___ DATA EXCERPTS ___

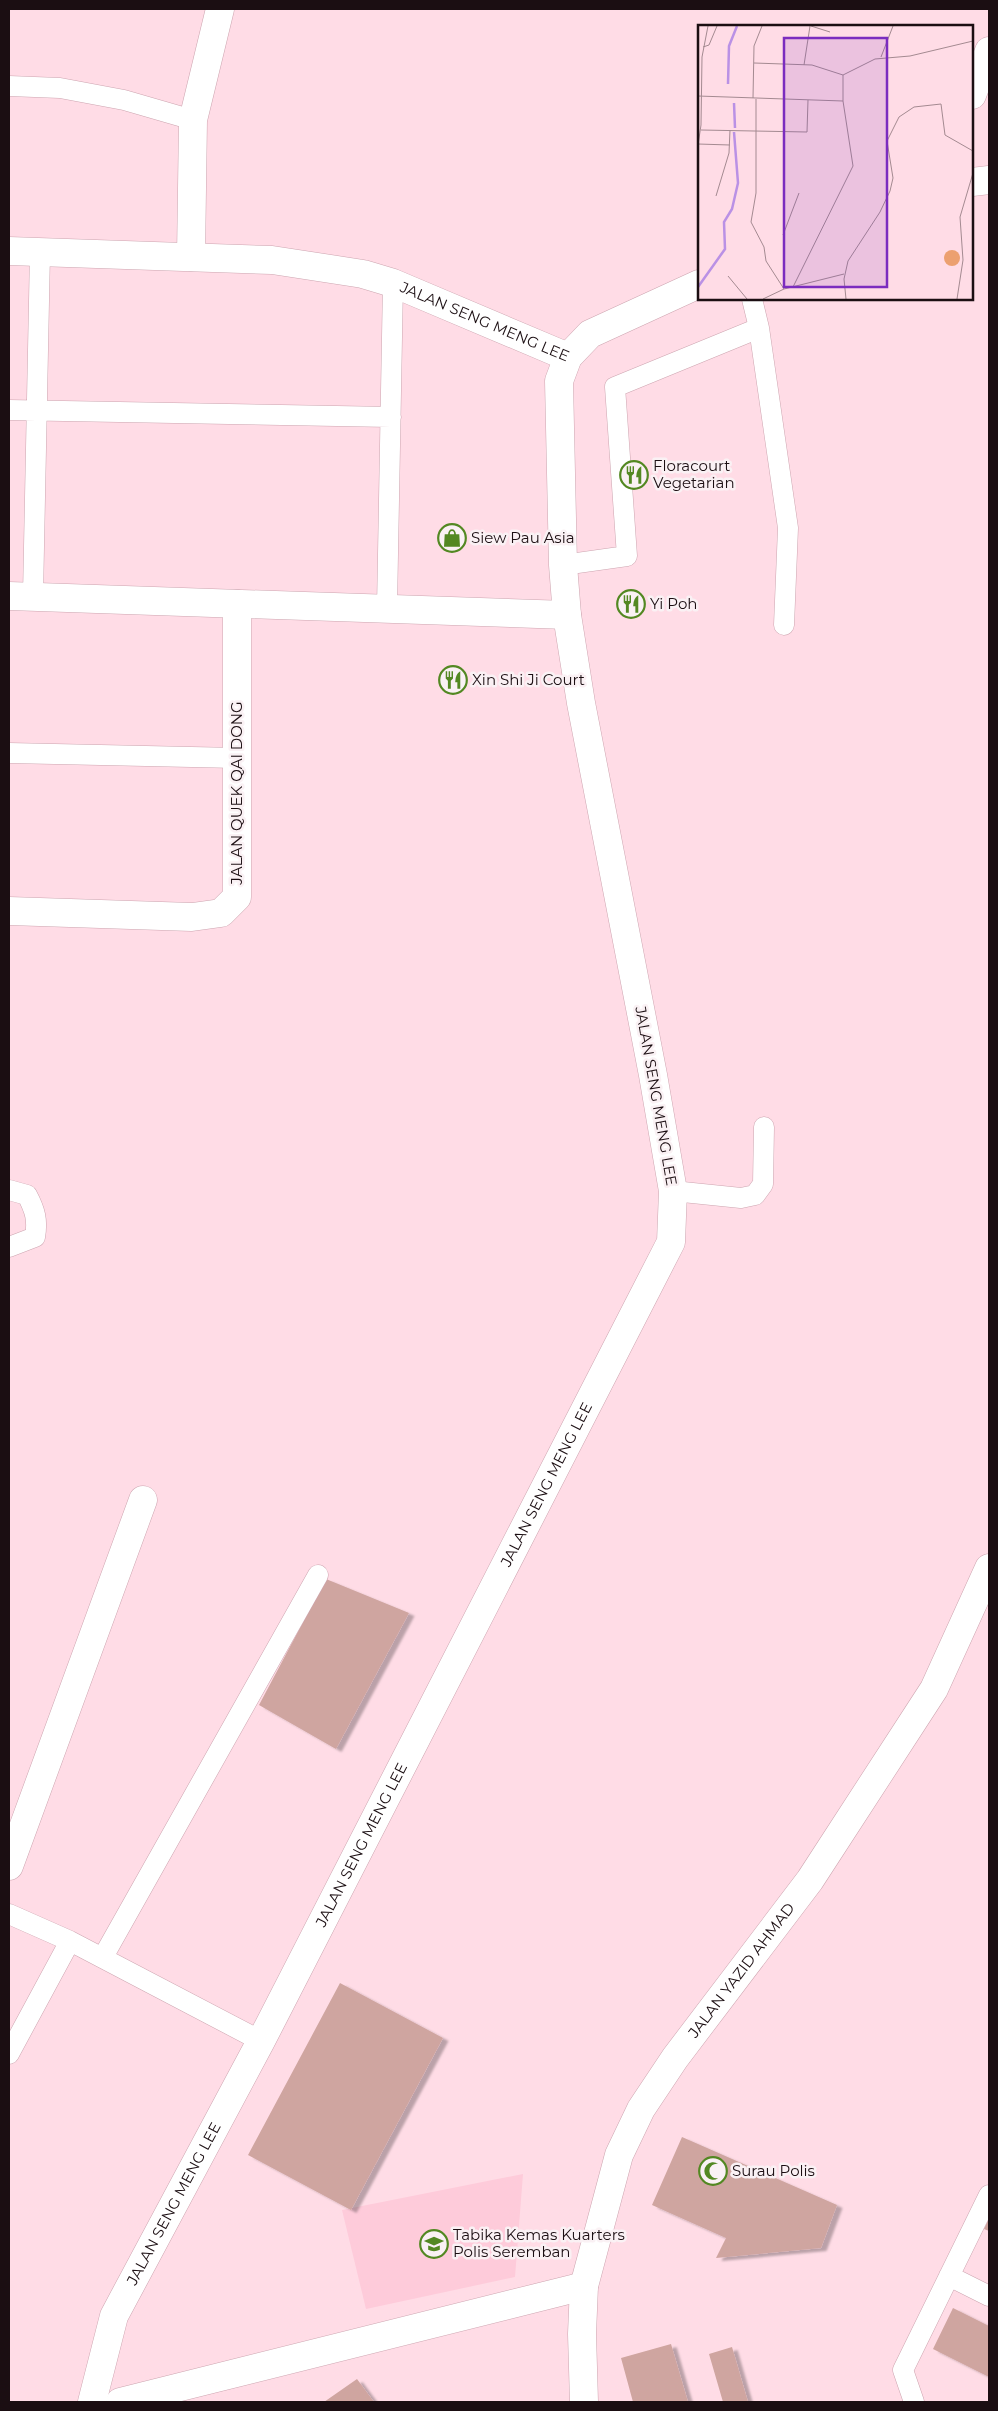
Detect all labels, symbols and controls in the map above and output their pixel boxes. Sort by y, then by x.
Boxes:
inset map [698,25,973,300]
street label: JALAN SENG MENG LEE [396,277,572,365]
place label: Floracourt Vegetarian [653,456,735,492]
restaurant icon: Floracourt Vegetarian [619,460,649,490]
shop icon: Siew Pau Asia [437,523,467,553]
place label: Siew Pau Asia [471,528,575,547]
restaurant icon: Yi Poh [616,589,646,619]
place label: Yi Poh [650,594,697,613]
restaurant icon: Xin Shi Ji Court [438,665,468,695]
place label: Xin Shi Ji Court [472,670,585,689]
street label: JALAN QUEK QAI DONG [227,701,246,886]
street label: JALAN SENG MENG LEE [631,1004,682,1187]
street label: JALAN SENG MENG LEE [496,1399,596,1570]
street label: JALAN SENG MENG LEE [311,1759,411,1931]
street label: JALAN YAZID AHMAD [683,1899,798,2042]
street label: JALAN SENG MENG LEE [122,2119,225,2289]
mosque icon: Surau Polis [698,2156,728,2186]
place label: Surau Polis [732,2161,815,2180]
place label: Tabika Kemas Kuarters Polis Seremban [453,2225,625,2261]
school or university icon: Tabika Kemas Kuarters Polis Seremban [419,2229,449,2259]

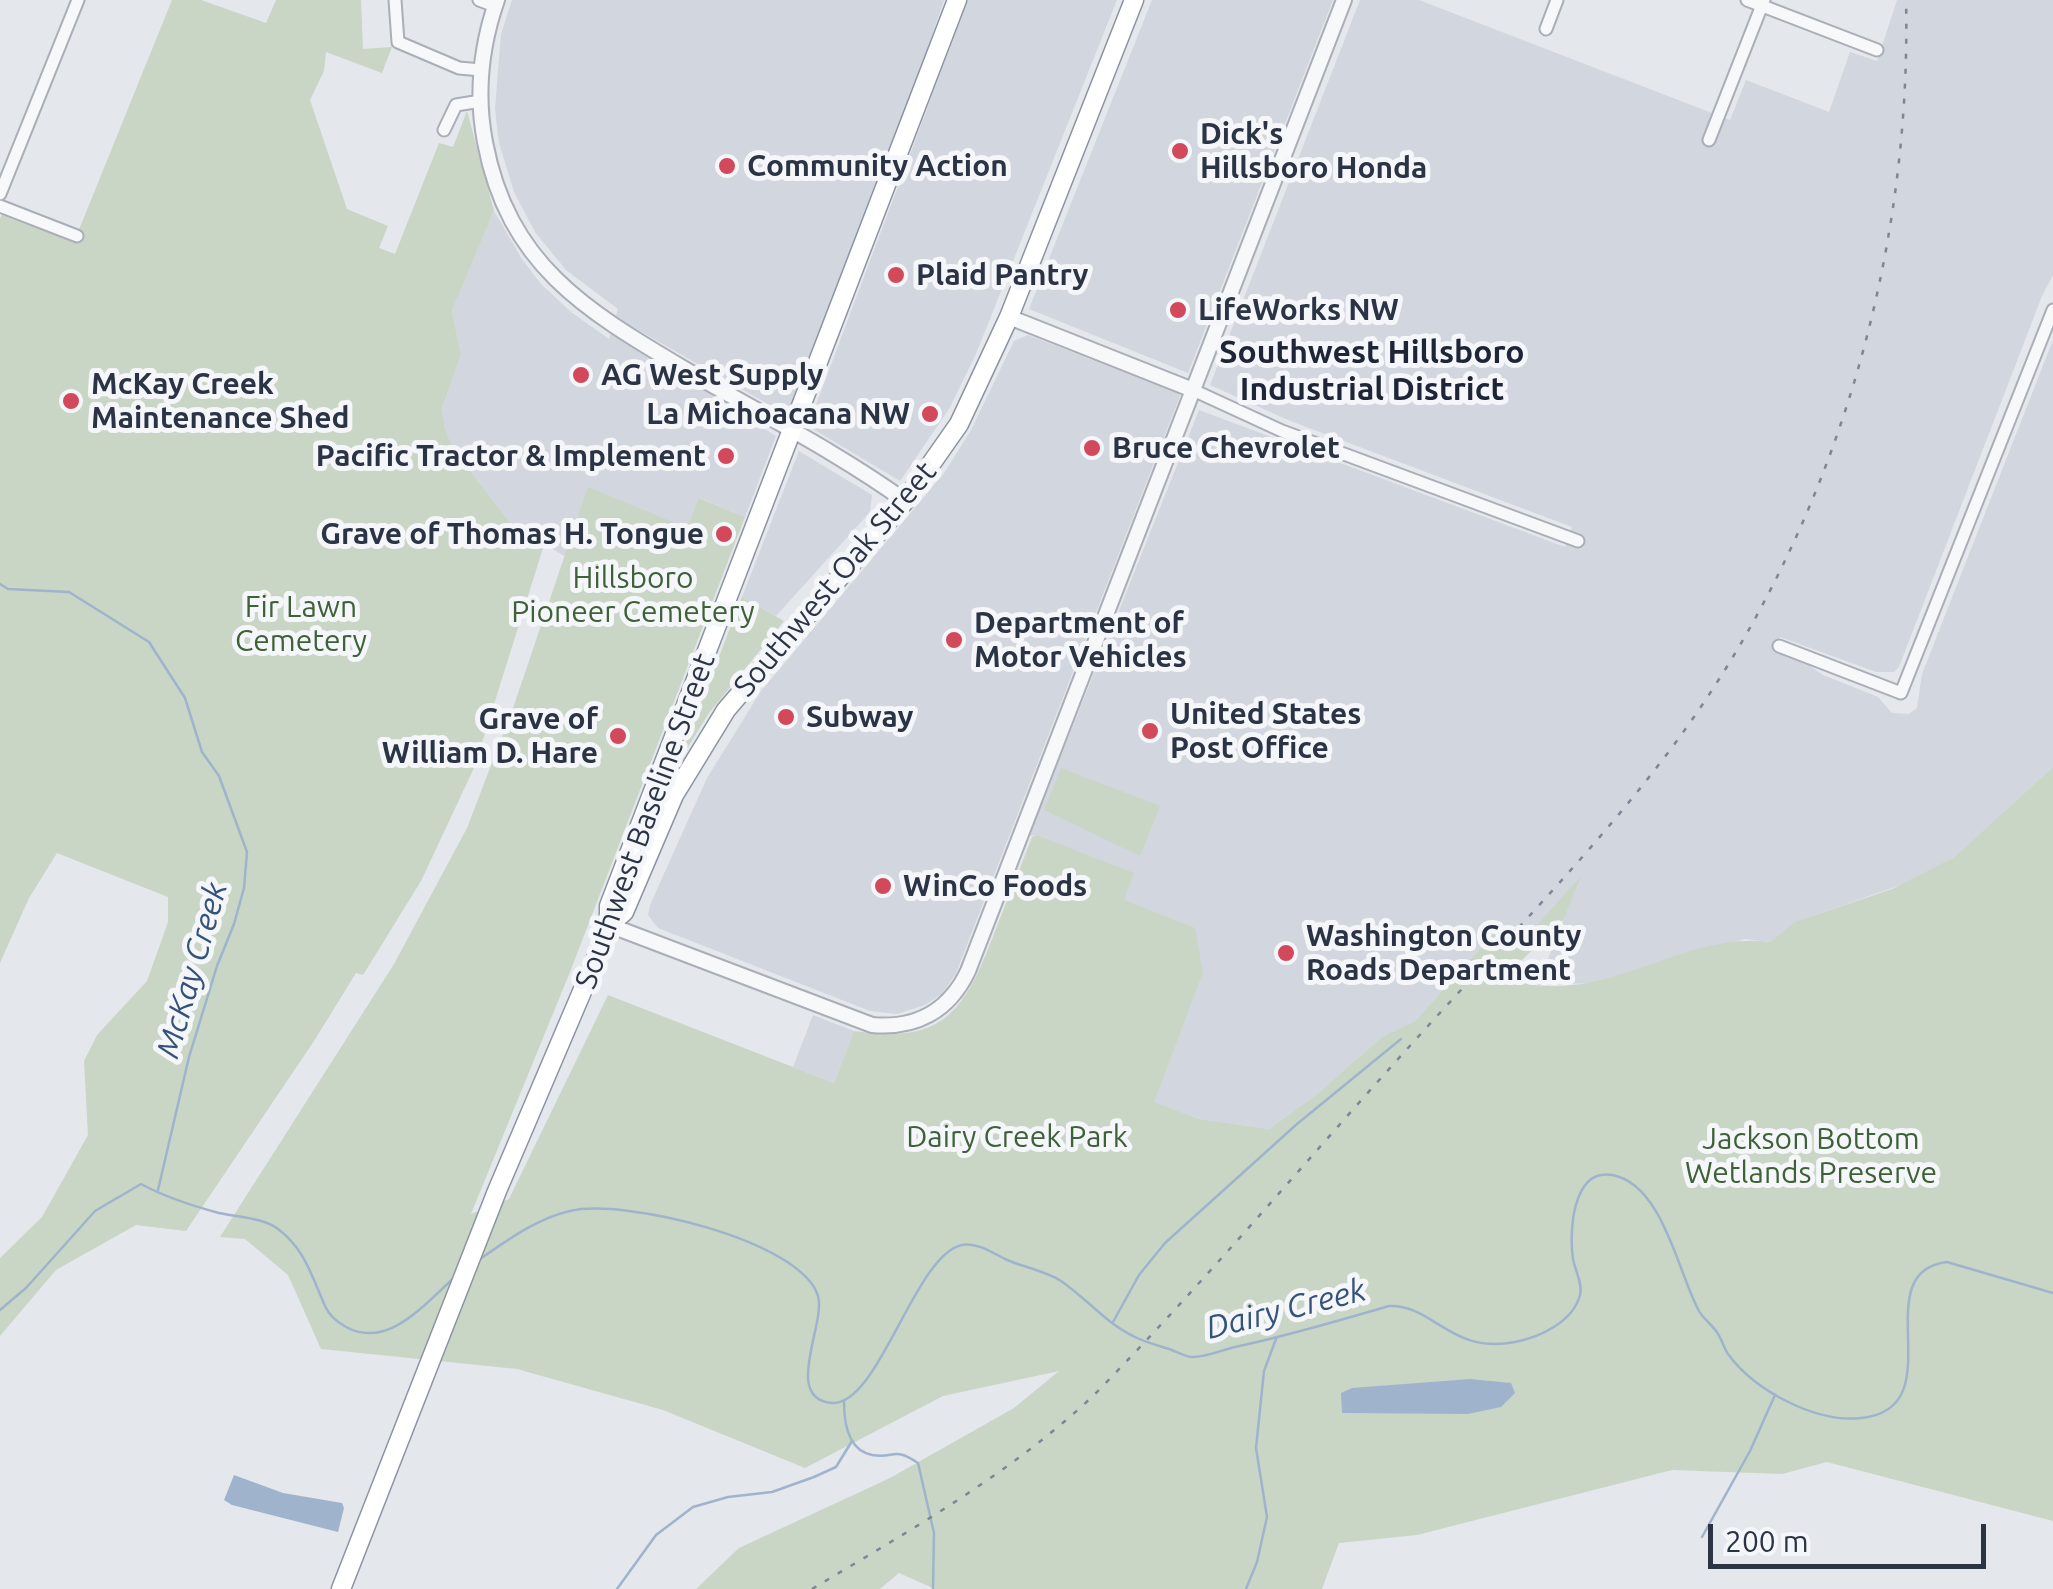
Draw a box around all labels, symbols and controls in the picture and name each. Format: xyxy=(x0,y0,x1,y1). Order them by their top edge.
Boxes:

___

**HOW TO COMPLETE THIS TASK**:
Everything in the data must be printed verbatim except the pictures.

**EXERCISE ANSWER**:
Detect all labels, symbols and controls in the map above and output their pixel boxes. Sort by y, then by x.
Boxes:
inset map [698,25,973,300]
street label: JALAN SENG MENG LEE [396,277,572,365]
place label: Floracourt Vegetarian [653,456,735,492]
restaurant icon: Floracourt Vegetarian [619,460,649,490]
shop icon: Siew Pau Asia [437,523,467,553]
place label: Siew Pau Asia [471,528,575,547]
restaurant icon: Yi Poh [616,589,646,619]
place label: Yi Poh [650,594,697,613]
restaurant icon: Xin Shi Ji Court [438,665,468,695]
place label: Xin Shi Ji Court [472,670,585,689]
street label: JALAN QUEK QAI DONG [227,701,246,886]
street label: JALAN SENG MENG LEE [631,1004,682,1187]
street label: JALAN SENG MENG LEE [496,1399,596,1570]
street label: JALAN SENG MENG LEE [311,1759,411,1931]
street label: JALAN YAZID AHMAD [683,1899,798,2042]
street label: JALAN SENG MENG LEE [122,2119,225,2289]
mosque icon: Surau Polis [698,2156,728,2186]
place label: Surau Polis [732,2161,815,2180]
place label: Tabika Kemas Kuarters Polis Seremban [453,2225,625,2261]
school or university icon: Tabika Kemas Kuarters Polis Seremban [419,2229,449,2259]

Draw a box around all labels, symbols and controls in the picture and name each. Format: xyxy=(x0,y0,x1,y1). Order them by their top edge.
Boxes:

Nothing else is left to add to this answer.